Working data: Begin

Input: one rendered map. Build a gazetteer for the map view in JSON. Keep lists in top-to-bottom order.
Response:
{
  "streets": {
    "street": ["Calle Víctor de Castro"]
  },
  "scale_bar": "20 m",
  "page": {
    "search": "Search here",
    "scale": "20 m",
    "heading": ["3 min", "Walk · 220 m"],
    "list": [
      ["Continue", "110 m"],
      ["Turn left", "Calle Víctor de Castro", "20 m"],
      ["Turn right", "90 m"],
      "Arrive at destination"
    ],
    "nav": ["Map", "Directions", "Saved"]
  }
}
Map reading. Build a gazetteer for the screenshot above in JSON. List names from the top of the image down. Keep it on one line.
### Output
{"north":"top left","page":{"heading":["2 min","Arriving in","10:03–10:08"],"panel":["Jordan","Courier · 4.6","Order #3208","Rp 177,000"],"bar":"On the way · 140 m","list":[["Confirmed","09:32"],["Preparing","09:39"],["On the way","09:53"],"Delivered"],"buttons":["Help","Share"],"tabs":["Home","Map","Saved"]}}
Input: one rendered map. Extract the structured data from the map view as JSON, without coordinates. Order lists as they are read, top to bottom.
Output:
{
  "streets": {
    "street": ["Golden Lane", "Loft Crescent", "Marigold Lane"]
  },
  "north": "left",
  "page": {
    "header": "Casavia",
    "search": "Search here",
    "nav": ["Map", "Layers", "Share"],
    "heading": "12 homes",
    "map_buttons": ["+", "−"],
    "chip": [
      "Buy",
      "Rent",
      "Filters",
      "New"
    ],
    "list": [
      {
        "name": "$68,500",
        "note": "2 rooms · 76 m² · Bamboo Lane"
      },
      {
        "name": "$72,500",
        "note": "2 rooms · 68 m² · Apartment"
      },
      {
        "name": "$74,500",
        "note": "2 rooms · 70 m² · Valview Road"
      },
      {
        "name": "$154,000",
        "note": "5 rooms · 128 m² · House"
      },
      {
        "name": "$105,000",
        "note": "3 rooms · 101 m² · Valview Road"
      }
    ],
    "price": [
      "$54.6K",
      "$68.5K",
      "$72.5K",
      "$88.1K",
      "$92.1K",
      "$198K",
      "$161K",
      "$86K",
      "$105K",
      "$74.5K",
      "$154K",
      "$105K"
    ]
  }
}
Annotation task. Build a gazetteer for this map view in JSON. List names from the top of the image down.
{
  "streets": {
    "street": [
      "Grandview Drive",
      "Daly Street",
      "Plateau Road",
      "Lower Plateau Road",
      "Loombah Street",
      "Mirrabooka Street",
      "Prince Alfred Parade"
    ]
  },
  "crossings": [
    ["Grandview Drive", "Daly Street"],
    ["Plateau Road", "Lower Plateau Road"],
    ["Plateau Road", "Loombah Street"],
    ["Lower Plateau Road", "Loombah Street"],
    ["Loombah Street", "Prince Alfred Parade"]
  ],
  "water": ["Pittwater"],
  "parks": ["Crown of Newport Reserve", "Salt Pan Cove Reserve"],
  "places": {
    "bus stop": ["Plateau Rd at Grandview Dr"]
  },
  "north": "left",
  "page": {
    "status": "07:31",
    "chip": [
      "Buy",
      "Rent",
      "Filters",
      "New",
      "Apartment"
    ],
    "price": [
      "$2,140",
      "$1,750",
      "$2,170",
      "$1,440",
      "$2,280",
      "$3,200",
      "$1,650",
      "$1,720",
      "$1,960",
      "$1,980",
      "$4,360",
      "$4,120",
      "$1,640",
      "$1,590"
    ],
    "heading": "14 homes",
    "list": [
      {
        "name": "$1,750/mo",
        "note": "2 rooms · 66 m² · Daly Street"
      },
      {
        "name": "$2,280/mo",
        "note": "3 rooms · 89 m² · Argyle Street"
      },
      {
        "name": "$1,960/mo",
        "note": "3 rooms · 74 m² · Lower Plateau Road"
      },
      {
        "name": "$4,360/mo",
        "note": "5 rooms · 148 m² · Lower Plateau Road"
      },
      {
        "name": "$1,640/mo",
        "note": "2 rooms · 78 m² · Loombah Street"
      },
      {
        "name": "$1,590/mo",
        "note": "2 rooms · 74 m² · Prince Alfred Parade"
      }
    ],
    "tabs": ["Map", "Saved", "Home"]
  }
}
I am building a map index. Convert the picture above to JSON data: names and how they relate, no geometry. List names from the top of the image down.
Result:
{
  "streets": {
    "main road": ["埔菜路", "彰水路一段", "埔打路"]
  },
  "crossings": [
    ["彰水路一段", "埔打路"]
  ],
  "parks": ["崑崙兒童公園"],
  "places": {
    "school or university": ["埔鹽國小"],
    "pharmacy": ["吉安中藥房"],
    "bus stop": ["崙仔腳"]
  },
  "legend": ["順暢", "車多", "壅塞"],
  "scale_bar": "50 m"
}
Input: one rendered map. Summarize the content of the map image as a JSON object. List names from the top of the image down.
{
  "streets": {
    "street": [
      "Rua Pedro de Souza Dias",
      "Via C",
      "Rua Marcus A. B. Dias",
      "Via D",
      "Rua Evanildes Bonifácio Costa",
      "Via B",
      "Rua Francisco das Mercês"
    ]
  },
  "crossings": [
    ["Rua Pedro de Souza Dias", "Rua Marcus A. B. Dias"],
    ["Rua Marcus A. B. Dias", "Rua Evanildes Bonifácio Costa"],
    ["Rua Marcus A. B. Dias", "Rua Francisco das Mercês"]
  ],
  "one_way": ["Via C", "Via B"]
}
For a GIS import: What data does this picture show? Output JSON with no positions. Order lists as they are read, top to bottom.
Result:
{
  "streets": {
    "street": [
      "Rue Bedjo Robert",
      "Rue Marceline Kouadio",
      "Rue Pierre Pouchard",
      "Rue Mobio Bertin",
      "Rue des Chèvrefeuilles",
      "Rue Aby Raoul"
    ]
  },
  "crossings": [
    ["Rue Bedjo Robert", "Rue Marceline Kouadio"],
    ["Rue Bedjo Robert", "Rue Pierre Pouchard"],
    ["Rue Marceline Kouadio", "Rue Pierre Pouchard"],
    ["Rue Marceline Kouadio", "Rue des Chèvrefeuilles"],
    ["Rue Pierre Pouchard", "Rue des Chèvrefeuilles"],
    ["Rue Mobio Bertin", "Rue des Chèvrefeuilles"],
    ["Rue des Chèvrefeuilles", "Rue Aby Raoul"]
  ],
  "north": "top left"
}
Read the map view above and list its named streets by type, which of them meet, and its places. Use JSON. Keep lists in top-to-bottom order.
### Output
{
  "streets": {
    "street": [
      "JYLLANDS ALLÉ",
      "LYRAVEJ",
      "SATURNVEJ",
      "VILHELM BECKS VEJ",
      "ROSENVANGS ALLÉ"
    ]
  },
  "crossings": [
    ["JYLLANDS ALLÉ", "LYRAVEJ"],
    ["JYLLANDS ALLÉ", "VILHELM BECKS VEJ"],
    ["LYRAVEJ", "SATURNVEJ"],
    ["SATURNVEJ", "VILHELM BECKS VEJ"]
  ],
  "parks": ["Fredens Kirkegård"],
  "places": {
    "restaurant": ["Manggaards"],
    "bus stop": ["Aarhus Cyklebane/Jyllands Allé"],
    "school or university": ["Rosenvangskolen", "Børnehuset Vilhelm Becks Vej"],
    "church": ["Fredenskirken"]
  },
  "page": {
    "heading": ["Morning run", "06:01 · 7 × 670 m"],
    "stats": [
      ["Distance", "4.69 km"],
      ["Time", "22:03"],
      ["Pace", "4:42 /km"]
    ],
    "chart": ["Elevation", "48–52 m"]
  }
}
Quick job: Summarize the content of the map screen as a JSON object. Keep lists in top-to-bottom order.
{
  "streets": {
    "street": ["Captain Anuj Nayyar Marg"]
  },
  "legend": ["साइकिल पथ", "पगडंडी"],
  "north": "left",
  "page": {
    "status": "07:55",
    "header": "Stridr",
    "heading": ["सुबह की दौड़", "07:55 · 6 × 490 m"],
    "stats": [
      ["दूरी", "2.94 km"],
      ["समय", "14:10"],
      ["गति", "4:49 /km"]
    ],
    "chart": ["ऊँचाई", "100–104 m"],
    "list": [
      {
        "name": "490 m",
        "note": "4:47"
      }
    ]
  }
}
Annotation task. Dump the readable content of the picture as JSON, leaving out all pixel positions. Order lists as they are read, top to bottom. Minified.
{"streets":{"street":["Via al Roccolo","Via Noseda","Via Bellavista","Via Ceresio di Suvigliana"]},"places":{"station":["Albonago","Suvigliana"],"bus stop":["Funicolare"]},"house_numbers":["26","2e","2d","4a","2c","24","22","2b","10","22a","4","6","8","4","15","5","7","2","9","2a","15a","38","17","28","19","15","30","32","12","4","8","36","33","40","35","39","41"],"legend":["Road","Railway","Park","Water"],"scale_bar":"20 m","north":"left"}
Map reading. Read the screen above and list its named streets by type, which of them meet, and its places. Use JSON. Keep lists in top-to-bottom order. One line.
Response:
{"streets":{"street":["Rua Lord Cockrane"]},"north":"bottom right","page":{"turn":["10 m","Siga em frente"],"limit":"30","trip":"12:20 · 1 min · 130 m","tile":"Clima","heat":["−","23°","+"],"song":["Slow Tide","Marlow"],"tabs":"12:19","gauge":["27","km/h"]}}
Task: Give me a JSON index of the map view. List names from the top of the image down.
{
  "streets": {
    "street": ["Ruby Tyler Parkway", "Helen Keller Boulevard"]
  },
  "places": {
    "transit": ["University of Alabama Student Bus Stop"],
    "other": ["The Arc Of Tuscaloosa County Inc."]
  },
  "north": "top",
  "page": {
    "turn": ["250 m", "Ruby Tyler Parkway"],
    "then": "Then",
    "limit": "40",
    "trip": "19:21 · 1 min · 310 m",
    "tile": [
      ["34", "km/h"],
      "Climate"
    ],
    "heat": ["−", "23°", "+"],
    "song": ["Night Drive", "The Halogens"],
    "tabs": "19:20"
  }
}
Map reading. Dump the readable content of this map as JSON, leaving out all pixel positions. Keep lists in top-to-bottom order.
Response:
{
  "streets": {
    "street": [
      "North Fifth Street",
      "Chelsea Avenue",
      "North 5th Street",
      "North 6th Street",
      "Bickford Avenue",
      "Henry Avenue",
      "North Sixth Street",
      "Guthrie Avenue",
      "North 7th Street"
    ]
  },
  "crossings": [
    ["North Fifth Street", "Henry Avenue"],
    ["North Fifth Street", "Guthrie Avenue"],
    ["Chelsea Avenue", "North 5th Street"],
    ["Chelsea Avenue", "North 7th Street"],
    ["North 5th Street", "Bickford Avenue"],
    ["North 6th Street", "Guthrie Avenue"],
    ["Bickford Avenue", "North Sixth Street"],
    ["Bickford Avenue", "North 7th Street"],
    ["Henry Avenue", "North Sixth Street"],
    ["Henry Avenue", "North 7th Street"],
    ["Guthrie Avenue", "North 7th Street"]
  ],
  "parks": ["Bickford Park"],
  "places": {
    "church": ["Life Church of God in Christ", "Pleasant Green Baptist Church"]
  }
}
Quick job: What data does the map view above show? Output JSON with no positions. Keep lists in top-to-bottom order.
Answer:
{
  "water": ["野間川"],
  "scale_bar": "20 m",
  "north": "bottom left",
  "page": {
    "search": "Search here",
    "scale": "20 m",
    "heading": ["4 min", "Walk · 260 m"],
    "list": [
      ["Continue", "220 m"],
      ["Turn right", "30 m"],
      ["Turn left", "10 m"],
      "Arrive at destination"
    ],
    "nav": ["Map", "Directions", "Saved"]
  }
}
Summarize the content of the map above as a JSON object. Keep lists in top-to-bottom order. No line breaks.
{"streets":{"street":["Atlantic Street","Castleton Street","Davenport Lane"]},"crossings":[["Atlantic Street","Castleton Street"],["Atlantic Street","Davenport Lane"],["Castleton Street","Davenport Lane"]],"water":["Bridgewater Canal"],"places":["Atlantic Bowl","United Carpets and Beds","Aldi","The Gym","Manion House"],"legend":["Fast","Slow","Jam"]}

Working data: End

Exercise description:
What is needed is an exact copy of the lines above, from the one containing "Input: one rendered map. Summarize" through the one containing "For a GIS import: What", with nothing added.

Exercise result:
Input: one rendered map. Summarize the content of the map image as a JSON object. List names from the top of the image down.
{
  "streets": {
    "street": [
      "Rua Pedro de Souza Dias",
      "Via C",
      "Rua Marcus A. B. Dias",
      "Via D",
      "Rua Evanildes Bonifácio Costa",
      "Via B",
      "Rua Francisco das Mercês"
    ]
  },
  "crossings": [
    ["Rua Pedro de Souza Dias", "Rua Marcus A. B. Dias"],
    ["Rua Marcus A. B. Dias", "Rua Evanildes Bonifácio Costa"],
    ["Rua Marcus A. B. Dias", "Rua Francisco das Mercês"]
  ],
  "one_way": ["Via C", "Via B"]
}
For a GIS import: What data does this picture show? Output JSON with no positions. Order lists as they are read, top to bottom.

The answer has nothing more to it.